Sanford Teacher Award winners were selected in all 50 states and the District of Columbia for demonstrating high levels of inspirational teaching practices by engaging students, building student confidence, giving students a voice, motivating students to succeed and creating an inclusive environment.

 

Each state winner receives $10,000, and Hennessey now is a finalist for the national Sanford Teacher Award, which includes a total prize of $50,000.

 

“Your field of vision has to be broad enough to take in what’s in front of you, and that’s what I’ve tried to do serving as a facilitator in my classroom and when we take kids on field trips,” Hennessey said of his teaching style. “We’re presenting models and new paradigms of thinking that they may or may not get exposure to on a daily basis.”

 

Hennessey teaches American literature, world literature, advanced placement literature and composition, as well as developing and implementing interdisciplinary courses that emphasize active reading strategies, analytical writing, vocabulary and grammar application exercises and formal public speaking.

 

Hennessey also serves on the school’s Academic Council, Leadership Team and Scholarship Committee and is the Debate Club adviser.

 

“Underlying everything else that we do, the key role of education ought to be to foster intellectualism in students,” he said. “I think intellect is the most equitably distributed capacity that we have in humanity. We don’t all have the same allocation of resources at home or at school, but one thing we all have is the ability to think and reflect deeply.”

 

Hennessey grew up in Colorado but spent summers as a youth on the Blue Hill peninsula.
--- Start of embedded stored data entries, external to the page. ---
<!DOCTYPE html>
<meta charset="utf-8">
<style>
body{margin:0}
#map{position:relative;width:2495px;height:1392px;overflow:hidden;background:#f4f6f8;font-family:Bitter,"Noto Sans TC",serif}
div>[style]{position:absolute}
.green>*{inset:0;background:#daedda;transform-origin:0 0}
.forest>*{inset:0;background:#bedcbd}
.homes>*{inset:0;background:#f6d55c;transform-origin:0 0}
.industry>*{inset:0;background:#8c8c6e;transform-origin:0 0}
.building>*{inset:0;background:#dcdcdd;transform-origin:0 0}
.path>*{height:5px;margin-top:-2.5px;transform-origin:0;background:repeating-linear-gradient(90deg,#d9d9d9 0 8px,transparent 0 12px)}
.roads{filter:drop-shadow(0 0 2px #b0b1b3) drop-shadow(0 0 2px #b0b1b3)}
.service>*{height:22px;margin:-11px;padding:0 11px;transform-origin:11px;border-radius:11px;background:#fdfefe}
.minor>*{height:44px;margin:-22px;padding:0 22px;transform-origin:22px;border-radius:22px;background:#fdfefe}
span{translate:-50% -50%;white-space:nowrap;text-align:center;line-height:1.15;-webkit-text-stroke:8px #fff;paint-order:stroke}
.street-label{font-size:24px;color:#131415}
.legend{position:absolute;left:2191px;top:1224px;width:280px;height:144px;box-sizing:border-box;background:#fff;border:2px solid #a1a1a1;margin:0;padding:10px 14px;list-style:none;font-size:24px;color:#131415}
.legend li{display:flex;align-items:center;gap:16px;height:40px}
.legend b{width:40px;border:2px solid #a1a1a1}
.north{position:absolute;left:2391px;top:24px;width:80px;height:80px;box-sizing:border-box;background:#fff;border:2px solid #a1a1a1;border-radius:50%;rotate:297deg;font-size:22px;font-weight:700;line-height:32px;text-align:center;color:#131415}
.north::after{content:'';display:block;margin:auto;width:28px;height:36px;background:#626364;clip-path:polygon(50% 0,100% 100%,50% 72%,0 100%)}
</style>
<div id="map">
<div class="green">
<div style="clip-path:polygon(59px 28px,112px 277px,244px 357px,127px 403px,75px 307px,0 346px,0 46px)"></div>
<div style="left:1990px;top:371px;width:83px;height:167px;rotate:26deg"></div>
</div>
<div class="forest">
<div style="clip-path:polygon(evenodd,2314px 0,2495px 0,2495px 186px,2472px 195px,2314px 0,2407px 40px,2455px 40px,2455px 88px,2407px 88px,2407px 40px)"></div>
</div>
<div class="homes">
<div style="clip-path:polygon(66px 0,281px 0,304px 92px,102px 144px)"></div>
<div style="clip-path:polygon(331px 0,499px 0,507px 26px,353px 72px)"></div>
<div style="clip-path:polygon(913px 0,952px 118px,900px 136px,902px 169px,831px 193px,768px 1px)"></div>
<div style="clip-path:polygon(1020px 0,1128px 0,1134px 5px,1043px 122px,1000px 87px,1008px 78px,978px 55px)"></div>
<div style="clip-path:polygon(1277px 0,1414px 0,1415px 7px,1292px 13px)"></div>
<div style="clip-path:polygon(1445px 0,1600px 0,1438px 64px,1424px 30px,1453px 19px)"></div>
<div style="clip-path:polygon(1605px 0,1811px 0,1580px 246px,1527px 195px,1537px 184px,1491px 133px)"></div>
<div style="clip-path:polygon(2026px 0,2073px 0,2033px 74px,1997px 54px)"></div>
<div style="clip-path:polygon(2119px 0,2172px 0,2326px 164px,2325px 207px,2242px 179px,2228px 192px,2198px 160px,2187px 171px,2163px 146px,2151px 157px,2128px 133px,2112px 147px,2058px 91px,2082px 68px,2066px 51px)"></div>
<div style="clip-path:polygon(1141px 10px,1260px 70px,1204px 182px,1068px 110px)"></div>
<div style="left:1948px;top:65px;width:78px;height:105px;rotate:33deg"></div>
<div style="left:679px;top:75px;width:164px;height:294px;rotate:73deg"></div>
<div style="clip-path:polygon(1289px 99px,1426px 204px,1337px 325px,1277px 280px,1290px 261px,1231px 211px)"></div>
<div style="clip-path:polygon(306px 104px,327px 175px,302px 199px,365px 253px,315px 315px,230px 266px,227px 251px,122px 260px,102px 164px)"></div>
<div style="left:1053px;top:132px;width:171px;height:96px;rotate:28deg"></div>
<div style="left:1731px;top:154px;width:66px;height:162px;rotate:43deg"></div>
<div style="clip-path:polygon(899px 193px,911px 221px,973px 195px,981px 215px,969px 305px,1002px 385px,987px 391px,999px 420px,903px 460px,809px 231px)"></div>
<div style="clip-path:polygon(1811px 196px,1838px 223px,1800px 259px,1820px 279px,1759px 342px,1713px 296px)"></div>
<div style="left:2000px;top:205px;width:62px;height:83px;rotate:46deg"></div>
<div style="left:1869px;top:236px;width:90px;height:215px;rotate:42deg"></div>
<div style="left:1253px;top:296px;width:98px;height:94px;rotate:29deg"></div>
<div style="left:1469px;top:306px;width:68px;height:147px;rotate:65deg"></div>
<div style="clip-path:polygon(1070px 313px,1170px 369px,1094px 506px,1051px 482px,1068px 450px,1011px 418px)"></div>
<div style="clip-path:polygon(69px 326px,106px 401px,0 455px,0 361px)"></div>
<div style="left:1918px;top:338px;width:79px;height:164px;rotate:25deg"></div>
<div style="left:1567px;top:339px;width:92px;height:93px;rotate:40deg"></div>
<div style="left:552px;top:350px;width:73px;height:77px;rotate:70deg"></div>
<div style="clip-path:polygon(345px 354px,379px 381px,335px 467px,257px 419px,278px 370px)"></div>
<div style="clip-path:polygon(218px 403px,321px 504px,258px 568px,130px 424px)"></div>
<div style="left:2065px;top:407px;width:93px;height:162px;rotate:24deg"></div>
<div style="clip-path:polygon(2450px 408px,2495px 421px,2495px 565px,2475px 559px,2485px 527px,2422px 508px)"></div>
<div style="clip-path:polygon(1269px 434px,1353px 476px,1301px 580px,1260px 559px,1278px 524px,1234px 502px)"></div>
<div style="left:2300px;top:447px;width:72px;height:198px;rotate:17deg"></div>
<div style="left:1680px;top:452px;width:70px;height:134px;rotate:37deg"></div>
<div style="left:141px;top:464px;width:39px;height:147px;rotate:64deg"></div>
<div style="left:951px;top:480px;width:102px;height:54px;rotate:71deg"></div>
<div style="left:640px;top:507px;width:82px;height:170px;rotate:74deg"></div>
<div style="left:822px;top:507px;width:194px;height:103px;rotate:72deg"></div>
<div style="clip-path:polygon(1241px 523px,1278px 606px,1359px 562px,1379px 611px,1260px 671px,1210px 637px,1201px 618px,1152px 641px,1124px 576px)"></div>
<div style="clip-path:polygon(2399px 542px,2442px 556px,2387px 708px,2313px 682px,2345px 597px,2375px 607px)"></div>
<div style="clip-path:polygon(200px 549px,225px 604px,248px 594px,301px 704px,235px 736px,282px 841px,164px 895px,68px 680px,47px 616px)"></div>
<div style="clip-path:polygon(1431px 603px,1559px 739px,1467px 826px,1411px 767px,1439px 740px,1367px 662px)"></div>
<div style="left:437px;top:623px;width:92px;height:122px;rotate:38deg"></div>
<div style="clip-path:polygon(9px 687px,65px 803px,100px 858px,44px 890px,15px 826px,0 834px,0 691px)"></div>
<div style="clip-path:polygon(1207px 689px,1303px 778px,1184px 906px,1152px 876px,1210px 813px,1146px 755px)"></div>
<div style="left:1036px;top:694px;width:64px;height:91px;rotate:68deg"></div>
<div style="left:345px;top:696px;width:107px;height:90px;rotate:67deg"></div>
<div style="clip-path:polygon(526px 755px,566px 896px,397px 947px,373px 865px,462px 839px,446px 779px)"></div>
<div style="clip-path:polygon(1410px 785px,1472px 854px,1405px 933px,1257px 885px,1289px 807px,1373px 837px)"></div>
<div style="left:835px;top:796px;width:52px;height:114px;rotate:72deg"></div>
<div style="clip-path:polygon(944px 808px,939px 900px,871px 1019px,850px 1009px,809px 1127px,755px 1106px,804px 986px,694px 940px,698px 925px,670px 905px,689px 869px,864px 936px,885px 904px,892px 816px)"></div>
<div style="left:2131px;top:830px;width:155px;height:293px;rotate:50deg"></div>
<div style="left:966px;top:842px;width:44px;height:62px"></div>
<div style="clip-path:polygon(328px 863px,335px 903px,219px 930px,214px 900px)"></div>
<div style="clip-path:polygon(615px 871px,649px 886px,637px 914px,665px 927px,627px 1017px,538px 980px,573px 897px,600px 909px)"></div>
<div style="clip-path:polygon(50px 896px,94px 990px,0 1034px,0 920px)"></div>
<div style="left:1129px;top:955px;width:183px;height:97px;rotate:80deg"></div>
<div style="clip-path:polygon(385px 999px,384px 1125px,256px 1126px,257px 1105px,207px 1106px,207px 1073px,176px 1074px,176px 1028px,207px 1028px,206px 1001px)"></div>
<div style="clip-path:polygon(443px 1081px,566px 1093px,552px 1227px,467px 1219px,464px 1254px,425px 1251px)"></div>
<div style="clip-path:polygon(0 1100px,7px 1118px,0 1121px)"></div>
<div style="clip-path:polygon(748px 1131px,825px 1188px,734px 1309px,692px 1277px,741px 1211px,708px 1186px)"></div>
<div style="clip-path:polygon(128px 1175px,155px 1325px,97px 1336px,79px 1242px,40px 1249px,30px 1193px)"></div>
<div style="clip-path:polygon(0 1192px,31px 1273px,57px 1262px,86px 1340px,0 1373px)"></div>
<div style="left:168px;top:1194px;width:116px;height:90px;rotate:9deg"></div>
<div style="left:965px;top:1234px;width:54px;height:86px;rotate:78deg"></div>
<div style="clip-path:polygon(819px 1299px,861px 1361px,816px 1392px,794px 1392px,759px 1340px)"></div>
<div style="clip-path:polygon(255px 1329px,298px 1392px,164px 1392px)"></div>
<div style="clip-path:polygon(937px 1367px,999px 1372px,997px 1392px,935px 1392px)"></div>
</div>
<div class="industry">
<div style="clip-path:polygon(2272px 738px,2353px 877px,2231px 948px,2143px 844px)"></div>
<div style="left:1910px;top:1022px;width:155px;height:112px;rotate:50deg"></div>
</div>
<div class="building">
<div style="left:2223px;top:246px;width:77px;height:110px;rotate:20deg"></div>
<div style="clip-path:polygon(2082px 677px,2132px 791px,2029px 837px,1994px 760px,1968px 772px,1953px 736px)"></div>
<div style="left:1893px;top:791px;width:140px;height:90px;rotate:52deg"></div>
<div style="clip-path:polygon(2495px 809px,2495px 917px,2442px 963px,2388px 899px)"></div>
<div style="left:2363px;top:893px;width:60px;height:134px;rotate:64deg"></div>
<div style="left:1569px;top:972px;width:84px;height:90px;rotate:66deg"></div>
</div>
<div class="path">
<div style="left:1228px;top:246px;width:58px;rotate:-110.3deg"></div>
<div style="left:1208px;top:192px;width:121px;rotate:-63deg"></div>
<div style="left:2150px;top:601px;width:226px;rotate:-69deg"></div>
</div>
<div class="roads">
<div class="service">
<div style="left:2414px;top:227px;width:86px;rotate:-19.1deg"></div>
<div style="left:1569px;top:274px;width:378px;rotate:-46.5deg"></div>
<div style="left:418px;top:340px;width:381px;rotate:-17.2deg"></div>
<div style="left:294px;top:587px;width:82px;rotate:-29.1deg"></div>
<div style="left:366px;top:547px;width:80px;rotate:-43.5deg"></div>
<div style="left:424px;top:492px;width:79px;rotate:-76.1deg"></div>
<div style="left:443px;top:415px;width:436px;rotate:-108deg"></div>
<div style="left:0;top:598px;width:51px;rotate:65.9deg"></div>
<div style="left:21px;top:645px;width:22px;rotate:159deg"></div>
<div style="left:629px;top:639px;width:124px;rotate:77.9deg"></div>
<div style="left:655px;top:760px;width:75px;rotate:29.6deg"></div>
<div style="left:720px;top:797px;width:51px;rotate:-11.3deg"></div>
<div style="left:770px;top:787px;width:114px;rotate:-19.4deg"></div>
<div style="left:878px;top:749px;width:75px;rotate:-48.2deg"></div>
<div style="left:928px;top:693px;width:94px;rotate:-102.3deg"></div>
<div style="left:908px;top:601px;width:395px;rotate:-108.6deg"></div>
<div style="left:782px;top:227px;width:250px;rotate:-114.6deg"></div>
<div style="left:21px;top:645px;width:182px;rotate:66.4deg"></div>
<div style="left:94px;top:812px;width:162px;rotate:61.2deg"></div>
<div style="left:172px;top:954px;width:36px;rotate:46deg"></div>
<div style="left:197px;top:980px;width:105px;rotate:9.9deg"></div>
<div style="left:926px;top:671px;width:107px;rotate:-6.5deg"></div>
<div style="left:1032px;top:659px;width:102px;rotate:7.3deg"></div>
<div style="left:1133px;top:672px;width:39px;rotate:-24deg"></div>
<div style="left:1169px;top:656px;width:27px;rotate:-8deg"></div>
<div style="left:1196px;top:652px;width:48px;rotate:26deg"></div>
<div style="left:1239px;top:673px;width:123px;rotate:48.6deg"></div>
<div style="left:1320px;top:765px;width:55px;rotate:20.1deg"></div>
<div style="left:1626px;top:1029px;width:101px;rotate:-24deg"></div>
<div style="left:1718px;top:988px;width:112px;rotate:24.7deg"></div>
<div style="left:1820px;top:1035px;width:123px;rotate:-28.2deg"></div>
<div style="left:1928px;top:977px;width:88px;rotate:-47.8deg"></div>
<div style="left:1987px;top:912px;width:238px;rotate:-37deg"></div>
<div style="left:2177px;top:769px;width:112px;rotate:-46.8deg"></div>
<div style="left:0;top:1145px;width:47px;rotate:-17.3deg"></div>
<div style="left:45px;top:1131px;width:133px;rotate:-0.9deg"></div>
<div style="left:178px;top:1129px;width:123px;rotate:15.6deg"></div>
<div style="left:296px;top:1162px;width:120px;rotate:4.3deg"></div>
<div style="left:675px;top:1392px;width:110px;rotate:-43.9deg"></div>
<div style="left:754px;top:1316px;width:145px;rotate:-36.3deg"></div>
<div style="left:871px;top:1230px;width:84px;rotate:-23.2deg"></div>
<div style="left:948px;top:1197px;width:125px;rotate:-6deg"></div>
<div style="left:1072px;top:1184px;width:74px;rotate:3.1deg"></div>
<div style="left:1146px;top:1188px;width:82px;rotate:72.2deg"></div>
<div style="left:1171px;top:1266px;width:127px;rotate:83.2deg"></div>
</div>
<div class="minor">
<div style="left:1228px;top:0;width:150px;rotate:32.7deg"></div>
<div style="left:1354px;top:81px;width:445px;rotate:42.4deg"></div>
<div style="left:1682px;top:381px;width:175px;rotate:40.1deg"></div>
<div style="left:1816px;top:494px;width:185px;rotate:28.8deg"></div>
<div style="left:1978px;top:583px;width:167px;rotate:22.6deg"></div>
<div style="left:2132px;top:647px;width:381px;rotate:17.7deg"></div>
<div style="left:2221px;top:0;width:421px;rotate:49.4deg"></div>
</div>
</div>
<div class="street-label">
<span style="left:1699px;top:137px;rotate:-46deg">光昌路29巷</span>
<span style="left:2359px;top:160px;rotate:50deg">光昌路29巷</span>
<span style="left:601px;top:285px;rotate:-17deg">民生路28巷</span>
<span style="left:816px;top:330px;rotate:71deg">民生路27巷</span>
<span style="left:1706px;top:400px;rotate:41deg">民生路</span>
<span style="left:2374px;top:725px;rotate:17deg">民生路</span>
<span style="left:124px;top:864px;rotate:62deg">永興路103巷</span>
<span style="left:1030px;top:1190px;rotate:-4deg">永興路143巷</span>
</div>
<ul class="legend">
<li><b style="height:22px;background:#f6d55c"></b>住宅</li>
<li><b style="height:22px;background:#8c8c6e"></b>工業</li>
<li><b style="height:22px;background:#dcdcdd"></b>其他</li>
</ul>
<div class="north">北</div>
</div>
One of his grandfathers was on the faculty at Maine Maritime Academy in Castine, among several relatives with educational connections.

 

“Education in my household was always held up as this very important form of public service,” he said. “I’ve viewed myself as a public servant throughout my career, and I view education as the essential public service, the one that underpins everything else that comes out of the public sphere.”

 

After graduating from the University of Colorado at Boulder, Hennessey remained in that state as a teacher until six years ago, when he decided to return to Maine on a full-time basis and landed at Piscataquis Community High School, which has 180 students in grades nine through 12.

 

“One thing that’s been so pleasant and affirming for me just working in this community is that, whether or not the general public totally understands where you’re going with your curriculum, they inherently understand the value of education,” he said.

 

Hennessey is not the only member of the school’s English faculty to be recognized for classroom excellence this year. Jessica Gregory recently was named the Department of Education’s Piscataquis County Teacher of the Year.

 

Hennessey and his colleagues faced a different educational challenge this spring when the COVID-19 pandemic forced schools to close and instruction to be done online despite broadband infrastructure being limited in parts of the rural school district.

 

“That’s another barrier to access that has to be circumvented,” he said, “but rather than resigning ourselves to a quarter of the year being gone, the district as a whole went to great lengths to continue to provide essential and wraparound services to all of these students in spite of the remote learning situations.”

 

Hennessey hopes traditional classroom education will return this fall but believes the early impact of remote learning has been revealing.

 

“It’s clear to me, and I think to everyone else in our community, that the schools provide so much more than academic learning and that they’re more community pillars than they are brick-and-mortar houses of academic learning,” he said.